Sen. Tom Coburn (Senate.gov)
Here's how
extremist and intransigent Sen. Tom Coburn (R-OK) is: The short-term FAA and surface transportation bill he's holding up passed the House of Representatives. The John Boehner-led House of Representatives. But the bill is not ideologically pure enough for Coburn, and he's holding it up so that it can't be passed by the Friday night deadline at which the FAA once again shuts down.
Coburn is pointing to a part of the surface transportation bill that he characterizes as wasteful beautification projects:
Coburn read some of the enhancement projects that had been funded with hundreds of thousands of dollars of federal fuel tax money. Among those cited were a museum in Pennsylvania, a Chinatown gateway in California and a squirrel sanctuary in Tennessee. He said states could choose to fund such projects but shouldn't be forced to do so in order to receive their federal road funding.
Let's be clear: The federal bill does not say "you must build a squirrel sanctuary or Chinatown gateway." It offers a number of possible uses for what is after all a very small percentage of the overall bill. The possibilities include bike lanes and bike paths, both of which are important safety enhancements, diversify the travel options commuters and local residents have, encourage clean energy travel and keep bikers from being injured by cars. If states build squirrel sanctuaries—something for which there may be legitimate reasons, though you'd have to ask someone (not me) who doesn't hate squirrels to guess what they might be—that's their choice.

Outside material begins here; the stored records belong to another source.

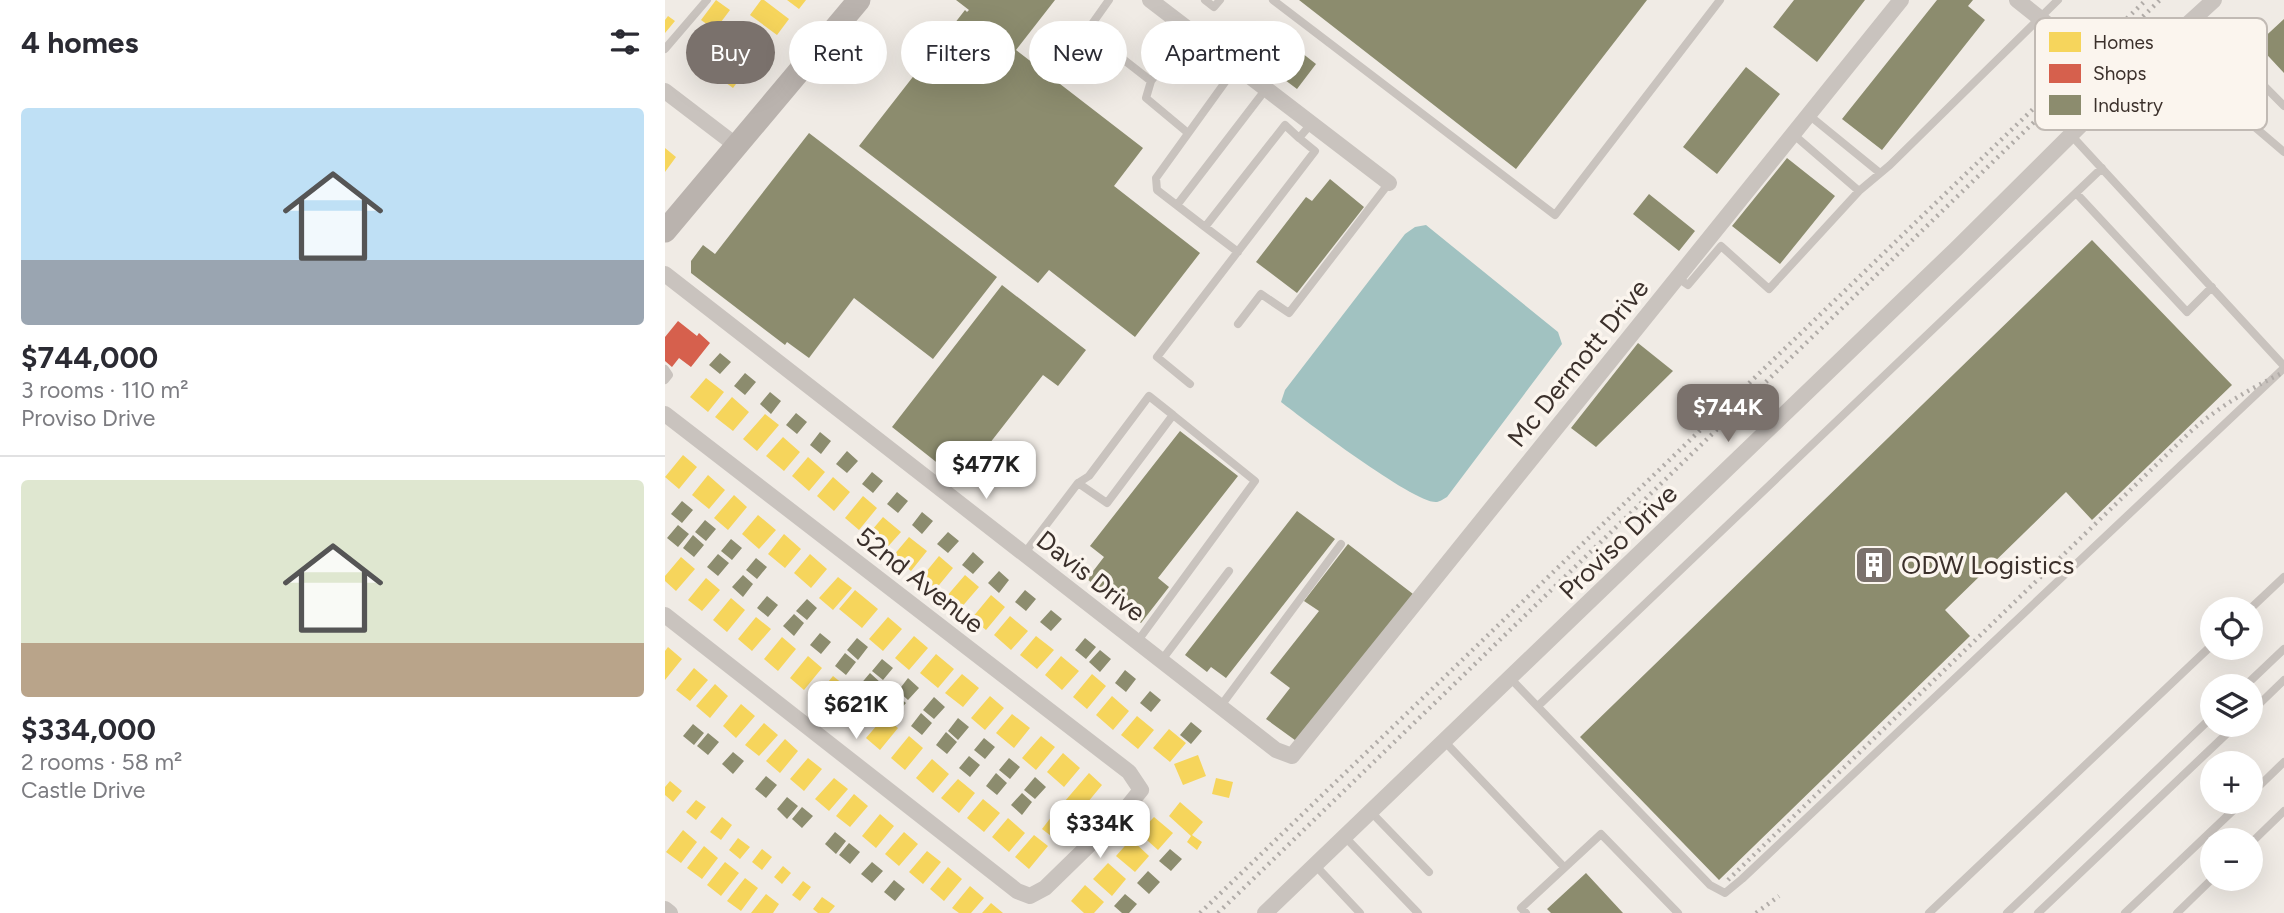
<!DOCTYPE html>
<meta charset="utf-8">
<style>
body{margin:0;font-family:Figtree,sans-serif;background:#f7f7f7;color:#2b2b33;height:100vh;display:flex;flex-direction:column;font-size:26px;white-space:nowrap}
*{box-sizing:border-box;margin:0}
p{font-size:23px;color:#7c7c81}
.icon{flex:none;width:38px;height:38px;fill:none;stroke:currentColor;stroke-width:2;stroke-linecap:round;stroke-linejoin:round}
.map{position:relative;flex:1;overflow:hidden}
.sheet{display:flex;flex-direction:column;background:#fff;width:665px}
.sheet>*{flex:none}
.guide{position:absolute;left:21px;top:21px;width:665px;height:63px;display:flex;gap:14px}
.controls{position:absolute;left:1535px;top:597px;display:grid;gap:14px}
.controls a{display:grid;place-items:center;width:63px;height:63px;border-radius:50%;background:#fff;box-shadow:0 7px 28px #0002;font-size:35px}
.price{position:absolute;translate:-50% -60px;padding:0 16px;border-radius:14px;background:#fff;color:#222;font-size:23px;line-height:46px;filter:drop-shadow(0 2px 4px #0008)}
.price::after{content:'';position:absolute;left:50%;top:42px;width:21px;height:16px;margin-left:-10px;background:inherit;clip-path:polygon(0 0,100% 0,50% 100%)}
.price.active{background:#7a716c;color:#fff}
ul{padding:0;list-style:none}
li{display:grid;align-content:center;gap:14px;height:371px;padding:0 21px}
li+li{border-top:2px solid #e1e1e2}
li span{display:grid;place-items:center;height:217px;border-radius:7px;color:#555}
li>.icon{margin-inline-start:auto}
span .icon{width:126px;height:126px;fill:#fffc;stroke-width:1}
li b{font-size:30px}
h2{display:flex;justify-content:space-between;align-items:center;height:84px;padding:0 21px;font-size:30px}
.chip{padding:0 24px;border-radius:32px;background:#fff;box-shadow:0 7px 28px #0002;font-size:24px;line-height:63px}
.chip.active{background:#7a716c;color:#fff}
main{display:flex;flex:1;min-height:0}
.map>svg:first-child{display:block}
.water{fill:#a1c2c1}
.homes{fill:#f6d55c}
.shops{fill:#d6604d}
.industry{fill:#8c8c6e}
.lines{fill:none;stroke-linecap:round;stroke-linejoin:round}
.service{stroke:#c9c3be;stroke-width:8}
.minor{stroke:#c9c3be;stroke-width:16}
.secondary{stroke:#bab3ae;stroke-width:23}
.rail{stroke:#b1aca8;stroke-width:4.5;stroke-dasharray:2 5;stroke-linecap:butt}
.labels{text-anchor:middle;stroke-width:7;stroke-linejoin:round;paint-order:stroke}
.street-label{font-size:26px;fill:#3b302b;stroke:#fbf5ee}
.poi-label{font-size:26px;fill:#3b302b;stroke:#fbf5ee;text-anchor:start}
.key{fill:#fbf5ee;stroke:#c1bab4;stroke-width:2}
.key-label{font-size:19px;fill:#3b302b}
</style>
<main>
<section class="sheet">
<h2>4 homes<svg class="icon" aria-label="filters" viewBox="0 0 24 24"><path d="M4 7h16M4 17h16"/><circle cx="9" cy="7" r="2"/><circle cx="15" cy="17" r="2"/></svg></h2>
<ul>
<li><span style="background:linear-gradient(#bfe0f5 70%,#9aa5b1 0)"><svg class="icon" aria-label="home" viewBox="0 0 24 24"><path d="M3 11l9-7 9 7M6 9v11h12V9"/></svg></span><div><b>$744,000</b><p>3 rooms · 110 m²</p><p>Proviso Drive</p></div></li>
<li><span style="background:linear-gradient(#dfe7d0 75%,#b9a48a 0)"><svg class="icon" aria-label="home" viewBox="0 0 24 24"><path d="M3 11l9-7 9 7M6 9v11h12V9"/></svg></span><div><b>$334,000</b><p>2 rooms · 58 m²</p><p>Castle Drive</p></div></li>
</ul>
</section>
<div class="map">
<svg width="1619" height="913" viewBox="0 0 1619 913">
<rect width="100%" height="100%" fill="#f0ebe5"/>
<path class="water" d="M761,225L893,332L897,344L782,497C780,498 774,502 772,502C751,505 638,419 616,402L620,390L740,234L750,227Z"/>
<path class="homes" d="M51,0L65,10L50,30L36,20Z
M96,0H99L124,19L112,35L85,15Z
M122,0H141L134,9Z
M3,16L10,21L0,33V20Z
M75,25L102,45L90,62L63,41Z
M40,41L80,72L68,88L27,58Z
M0,148L11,157L0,172Z
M41,378L59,392L43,412L25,397Z
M67,397L84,412L68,431L50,417Z
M100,414L114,425L92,451L78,439Z
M118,437L135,452L119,471L101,456Z
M18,455L32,467L14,489L0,477Z
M143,457L160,472L144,491L127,476Z
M43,475L60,490L44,509L27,495Z
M168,477L185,492L169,511L152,496Z
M69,495L82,507L63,530L49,518Z
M198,496L212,508L194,530L180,518Z
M93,515L111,530L94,549L77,534Z
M218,517L236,532L219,551L202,536Z
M119,534L136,549L120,568L103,554Z
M244,537L262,551L246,571L228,556Z
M145,554L162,569L146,588L129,573Z
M274,556L288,568L270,590L256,578Z
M16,557L30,569L11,591L0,581V576Z
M300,575L314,587L295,609L281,597Z
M173,577L187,588L168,610L154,598Z
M41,578L55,590L37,611L23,600Z
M190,590L213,609L197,628L174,609Z
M326,595L340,607L321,630L307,618Z
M66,598L80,610L62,632L48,620Z
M345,616L363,631L346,650L329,635Z
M91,617L106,629L87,651L73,639Z
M223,617L237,629L218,651L204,639Z
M249,636L263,648L244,670L230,658Z
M371,636L389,650L372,669L355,655Z
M117,637L131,649L113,671L99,659Z
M3,647L17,659L0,680V651Z
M271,654L289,669L273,688L255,673Z
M143,656L157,668L139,690L125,678Z
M396,656L414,671L397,690L380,675Z
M29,668L43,680L25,701L11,690Z
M297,674L314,688L298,707L280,693Z
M427,674L441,686L422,709L408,697Z
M168,676L183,688L164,710L150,698Z
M50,684L63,696L45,718L31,706Z
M194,696L208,708L189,731L175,719Z
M325,696L339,708L320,730L306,718Z
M447,696L464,711L448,730L431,715Z
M76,704L90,716L71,738L58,726Z
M347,714L365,728L349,748L331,733Z
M472,716L489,730L473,749L456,735Z
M219,717L233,728L215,750L201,738Z
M99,723L113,735L94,756L80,745Z
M504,729L521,743L505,762L488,748Z
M244,736L258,748L240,770L226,758Z
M376,736L390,747L371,770L357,758Z
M120,739L133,751L115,773L101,761Z
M398,753L415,768L399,787L382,772Z
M533,755L541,776L518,785L509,764Z
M143,758L157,769L139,791L125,779Z
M267,759L284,774L268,793L251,778Z
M424,773L437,785L408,820L394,808Z
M169,778L183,789L164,811L150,799Z
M551,778L568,782L564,798L547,794Z
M293,779L310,793L294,813L276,798Z
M5,781L17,791L8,802L0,795V787Z
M189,794L203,806L185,827L171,816Z
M318,799L335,813L319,832L302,818Z
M31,800L41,807L31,820L21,812Z
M515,802L538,822L527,835L537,842L532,850L522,842L526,836L504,816Z
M215,814L229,826L211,848L197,836Z
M387,816L400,827L390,839L377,829Z
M57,817L67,825L56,840L45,832Z
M489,817L508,833L493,850L474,833Z
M343,818L360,833L344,852L327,837Z
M18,830L32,842L16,863L1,852Z
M239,832L253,844L234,866L220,854Z
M369,835L383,846L364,869L350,857Z
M73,838L85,847L75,859L64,850Z
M466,839L484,856L470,872L451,856Z
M39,846L53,858L37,879L22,868Z
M97,849L107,857L97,870L87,862Z
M262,851L276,862L258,884L244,872Z
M60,862L74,873L56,896L42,885Z
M443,863L461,879L447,896L428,879Z
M118,866L126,873L117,884L109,877Z
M283,867L297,879L279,901L265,889Z
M80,878L93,888L76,911L62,901Z
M138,881L146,887L135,901L127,895Z
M420,885L439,902L429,913H419L406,901Z
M305,886L319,898L306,913H294L287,908Z
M101,894L114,904L108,913H86Z
M157,897L170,906L164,913H153L148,909Z
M326,903L338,913H317Z"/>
<path class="shops" d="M13,321L32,336L34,333L45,343L26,367L14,358L7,367L0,361V337Z"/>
<path class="industry" d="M291,0H390L351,50L478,148L449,186L535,253L470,337L384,270L373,283L194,146L300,10L302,12L304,10Z
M634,0H982L851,169Z
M1129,0H1200L1152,62L1108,27Z
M1272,0H1308L1303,6L1320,20L1217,150L1177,119Z
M1619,19V73L1592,44Z
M600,24L651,64L632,89L580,50Z
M1081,67L1115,94L1052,174L1018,147Z
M144,133L332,277L268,359L189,298L144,358L122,342L120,345L26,273V261L38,245L50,254Z
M1122,158L1170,196L1115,264L1067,226Z
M665,179L699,207L632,293L591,262L641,197L647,201Z
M984,194L1030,231L1014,251L968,214Z
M1427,240L1567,385L1427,520L1401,492L1280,610L1305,636L1054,880L915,737Z
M337,285L421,350L393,386L378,375L300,475L284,464L280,469L227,427Z
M973,343L1008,371L931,447L906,428Z
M55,353L66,362L55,374L44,365Z
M80,373L91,382L80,395L69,386Z
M105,392L116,401L106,414L95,404Z
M131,413L142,422L132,434L121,425Z
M515,431L573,476L493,578L504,587L476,623L422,579L439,557L425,546Z
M155,432L166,441L156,454L145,445Z
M182,451L193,461L182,473L171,464Z
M207,472L218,481L208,493L197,484Z
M232,492L243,501L233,513L222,504Z
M17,501L28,510L17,523L6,514Z
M632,511L670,539L561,678L546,667L542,672L520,655Z
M257,512L268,521L257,534L247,525Z
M40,520L51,529L41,541L30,532Z
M13,525L24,534L13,547L2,538Z
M283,532L294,541L283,553L272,544Z
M28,535L39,545L29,557L18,548Z
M66,539L77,548L67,560L56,551Z
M683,544L748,594L634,743L601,719L625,688L605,673L654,611L639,601Z
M308,552L319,562L308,574L297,565Z
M53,554L64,563L53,576L42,567Z
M91,558L102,567L92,579L81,570Z
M334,571L344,580L334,593L323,583Z
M78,575L88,584L78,597L67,587Z
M360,590L371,599L361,611L350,602Z
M102,596L113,605L103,617L92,608Z
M142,599L152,608L142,620L131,611Z
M386,610L397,619L386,631L375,622Z
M129,614L139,623L129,636L118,626Z
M155,633L166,642L156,654L145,645Z
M192,638L203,647L193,660L182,650Z
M420,638L431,647L421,659L410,650Z
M435,650L446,659L435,672L424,662Z
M180,653L191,662L181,675L170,666Z
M217,659L228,668L218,680L207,671Z
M460,670L471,679L461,692L450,683Z
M205,673L216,683L205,695L194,686Z
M243,678L254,688L243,700L233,691Z
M485,691L496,700L486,712L475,703Z
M230,694L241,703L230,715L219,706Z
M269,697L280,707L269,719L258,710Z
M256,713L267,723L257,735L246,726Z
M293,718L304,727L293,740L283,731Z
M526,722L537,731L526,744L515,735Z
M28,724L39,733L29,745L18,736Z
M281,732L292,742L282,754L271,745Z
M43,733L54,742L43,755L32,746Z
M319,738L330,747L320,759L309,750Z
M68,752L79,761L68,774L57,764Z
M304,756L315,765L305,777L294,768Z
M344,758L355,767L345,779L334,770Z
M331,773L342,783L332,795L321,786Z
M101,776L112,785L101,798L90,789Z
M370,777L381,787L370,799L359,790Z
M357,793L367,802L357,815L346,805Z
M122,797L133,806L122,819L112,809Z
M137,807L148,816L137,828L127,819Z
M170,832L181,841L171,854L160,844Z
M184,843L195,852L185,864L174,855Z
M505,849L517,859L506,871L494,861Z
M207,862L218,871L207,883L196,874Z
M483,871L495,882L484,894L472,883Z
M921,873L958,913H886L882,909Z
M229,880L240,889L230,901L219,892Z
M460,894L472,904L464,913H457L449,906Z"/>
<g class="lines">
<path class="service" d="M444,0L422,31L486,81L525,31
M540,0L549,7L555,0
M608,0L890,215L1055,0
M1531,17L1619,106
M1497,48L1619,152
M0,49L42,0
M571,67L491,178L492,190L540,227L620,125L634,138
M486,81L481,98L523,133
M1145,116L1215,173
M1129,135L1194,191
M1406,135L1619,366
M1411,193L1522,312L1547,287
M512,205L601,89
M540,227L573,252
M1013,278L1023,285L1056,246L1104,289L1194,191L1225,165L1393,0
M573,324L596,294L624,313L724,183
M0,369L4,375L0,380
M525,384L492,357L650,151L634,138L646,124
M359,554L413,483L424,476L484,396L508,415L442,503L413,483
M1585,609L1619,577
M472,642L590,481L508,415
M496,661L564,571
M846,679L1045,885L1060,893L1077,879L1619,368
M1580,686L1619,649
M873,706L1437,168
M555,707L676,544
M1586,712L1619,680
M780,742L899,867
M1586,794L1619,762
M706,812L764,872
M680,837L753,913
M1586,843L1619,811
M650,865L695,913
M861,913L856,908L936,834L1013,913
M1264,913L1547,645
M1342,913L1547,717
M1373,913L1572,724
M1460,913L1577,802
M1512,913L1548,878"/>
<path class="minor" d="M485,0L724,183
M1352,0L1457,84
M1405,41L1455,48H1497
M0,91L72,146
M0,274L611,750L627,756L1236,0
M0,414L464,772L476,790L459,811L380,888L365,896L352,891L0,615
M0,909L5,913
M600,913L1291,249L1457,84L1549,0"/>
<path class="secondary" d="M0,231L194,0"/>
<path class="rail" d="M1063,880L1525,432C1556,405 1583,390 1619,372
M535,913L1481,0
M553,913L1495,0
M1091,913L1114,896"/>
</g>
<defs>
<symbol id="building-square" viewBox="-11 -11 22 22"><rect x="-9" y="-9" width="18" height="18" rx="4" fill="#7a716c" stroke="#fbf5ee"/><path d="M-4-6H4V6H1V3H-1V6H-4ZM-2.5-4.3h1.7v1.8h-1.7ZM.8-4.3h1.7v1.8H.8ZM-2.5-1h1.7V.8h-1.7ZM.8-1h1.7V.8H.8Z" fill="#fff"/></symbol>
</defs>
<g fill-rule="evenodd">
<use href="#building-square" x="1187" y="543" width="44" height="44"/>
</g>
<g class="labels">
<g class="street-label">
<text transform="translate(913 363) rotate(-51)" y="9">Mc Dermott Drive</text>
<text transform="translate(953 542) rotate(-44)" y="9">Proviso Drive</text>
<text transform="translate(426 576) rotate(38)" y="9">Davis Drive</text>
<text transform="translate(255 580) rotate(38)" y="9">52nd Avenue</text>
</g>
<g class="poi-label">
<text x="1236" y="574">ODW Logistics</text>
</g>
</g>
<rect x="1370" y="18" width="232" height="112" rx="10" class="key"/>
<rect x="1384" y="32" width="32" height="20" fill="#f6d55c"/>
<rect x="1384" y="64" width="32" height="19" fill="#d6604d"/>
<rect x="1384" y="95" width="32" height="20" fill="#8c8c6e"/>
<g class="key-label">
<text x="1428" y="49">Homes</text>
<text x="1428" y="80">Shops</text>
<text x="1428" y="112">Industry</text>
</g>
</svg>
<div class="controls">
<a><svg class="icon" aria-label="locate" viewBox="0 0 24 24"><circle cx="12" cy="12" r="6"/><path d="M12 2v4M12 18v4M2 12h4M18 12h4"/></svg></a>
<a><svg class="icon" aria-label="layers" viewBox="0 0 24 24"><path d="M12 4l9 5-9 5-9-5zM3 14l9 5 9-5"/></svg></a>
<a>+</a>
<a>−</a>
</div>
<b class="price active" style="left:1063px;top:444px">$744K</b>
<b class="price" style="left:321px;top:501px">$477K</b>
<b class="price" style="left:191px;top:741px">$621K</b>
<b class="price" style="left:435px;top:860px">$334K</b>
<div class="guide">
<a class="chip active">Buy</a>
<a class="chip">Rent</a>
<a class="chip">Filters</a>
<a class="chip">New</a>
<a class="chip">Apartment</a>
</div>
</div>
</main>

But that's the ground Coburn has chosen to stand on to justify his insistence on shutting down the FAA and putting 4,000 FAA employees and tens of thousands of constructions workers out of a paycheck for however long it takes to get him over his temper tantrum. Politico reports that other Senate Republicans are "increasingly worried" and "pressuring him to relent." But apparently they're not willing to pressure him hard enough to actually make anything happen, and so the FAA is headed for another shutdown.